4\. Create a list that contains 3 elements: "ten_numbers" (integers between 1 and 10), "my_name" (your name as a character), and "booleans" (vector of `TRUE` and `FALSE` alternating three times).
---
## My Answers
1\. Write code to create the following matrix:
```{r eval=FALSE}
mat_test <- matrix(c("A","B","C","D","E","F"),nrow=2,byrow=TRUE)
```
--
2\. Write a line of code to extract the second column. Ensure the output is still a *matrix*.
```{r eval=FALSE}
mat_test[,2,drop=FALSE]
```
---
## My Answers (cont.)
3\. Complete the following sentence: "Lists are to vectors, what data frames are to...**Matrices!**" *Lists and data frames can contain mixed data types, while vectors and matrices can only contain one data type.*
--
4\. Create a list that contains 3 elements:
```{r}
my_new_list <- list("ten_numbers"=1:10,
"my_name"="Michael Pearce",
"booleans"=rep(c(TRUE,FALSE),times=3))
my_new_list
```
---
class: inverse
## Homework 4
For Homework 4, you will fill in an RMarkdown template on my website that walks you through the process of creating, accessing, and manipulating R data structures. Enter values in the RMarkdown document and knit it to check your answers!

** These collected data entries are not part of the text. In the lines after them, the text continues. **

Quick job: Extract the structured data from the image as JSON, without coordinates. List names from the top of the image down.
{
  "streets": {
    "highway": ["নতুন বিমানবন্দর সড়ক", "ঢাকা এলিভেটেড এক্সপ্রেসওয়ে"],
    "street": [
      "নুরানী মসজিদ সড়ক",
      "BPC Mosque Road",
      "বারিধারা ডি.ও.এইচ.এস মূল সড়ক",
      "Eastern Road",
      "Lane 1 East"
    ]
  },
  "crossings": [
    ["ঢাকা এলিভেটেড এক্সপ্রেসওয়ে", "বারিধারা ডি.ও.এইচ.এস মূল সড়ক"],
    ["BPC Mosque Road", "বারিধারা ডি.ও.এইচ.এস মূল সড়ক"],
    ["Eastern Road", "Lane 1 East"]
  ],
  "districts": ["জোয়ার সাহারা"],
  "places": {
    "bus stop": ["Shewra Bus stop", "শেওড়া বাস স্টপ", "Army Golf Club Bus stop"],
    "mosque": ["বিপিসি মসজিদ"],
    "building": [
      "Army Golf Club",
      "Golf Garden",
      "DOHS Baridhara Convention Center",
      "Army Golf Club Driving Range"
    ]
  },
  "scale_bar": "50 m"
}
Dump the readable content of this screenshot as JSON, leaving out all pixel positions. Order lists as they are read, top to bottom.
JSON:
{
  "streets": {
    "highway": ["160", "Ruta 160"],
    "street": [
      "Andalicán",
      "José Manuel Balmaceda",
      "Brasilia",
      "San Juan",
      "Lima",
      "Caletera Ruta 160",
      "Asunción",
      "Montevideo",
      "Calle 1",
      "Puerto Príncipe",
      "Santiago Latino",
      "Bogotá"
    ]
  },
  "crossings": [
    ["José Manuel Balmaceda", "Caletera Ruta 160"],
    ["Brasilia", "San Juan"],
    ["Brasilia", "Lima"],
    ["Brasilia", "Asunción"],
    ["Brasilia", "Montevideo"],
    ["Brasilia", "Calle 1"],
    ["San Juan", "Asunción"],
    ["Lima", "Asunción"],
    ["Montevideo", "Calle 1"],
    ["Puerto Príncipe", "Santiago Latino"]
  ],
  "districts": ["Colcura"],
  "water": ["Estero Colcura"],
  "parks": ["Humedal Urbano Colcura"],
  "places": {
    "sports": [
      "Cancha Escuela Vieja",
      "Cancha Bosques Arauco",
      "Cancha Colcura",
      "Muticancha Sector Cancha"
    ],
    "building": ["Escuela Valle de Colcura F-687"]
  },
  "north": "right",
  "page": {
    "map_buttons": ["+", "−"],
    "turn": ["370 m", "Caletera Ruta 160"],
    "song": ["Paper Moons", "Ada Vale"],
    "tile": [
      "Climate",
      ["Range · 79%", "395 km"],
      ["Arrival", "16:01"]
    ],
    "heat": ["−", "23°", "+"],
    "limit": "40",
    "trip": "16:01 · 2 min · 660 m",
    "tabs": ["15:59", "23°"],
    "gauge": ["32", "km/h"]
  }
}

+ *Knit after entering each answer!!* If you get an error, check to see if undoing your last edit solves the problem. Coding an assignment to handle all possible mistakes is really hard!
+ This assignment is *long*, so *start early*.
On the due date, I will provide a key for the written answers. You will grade those answers as part of your peer review. In addition, you'll be asked to comment on the style of your peer's code and what you yourself did similarly/different. Please remember to provide a numerical grade (0-3), as always.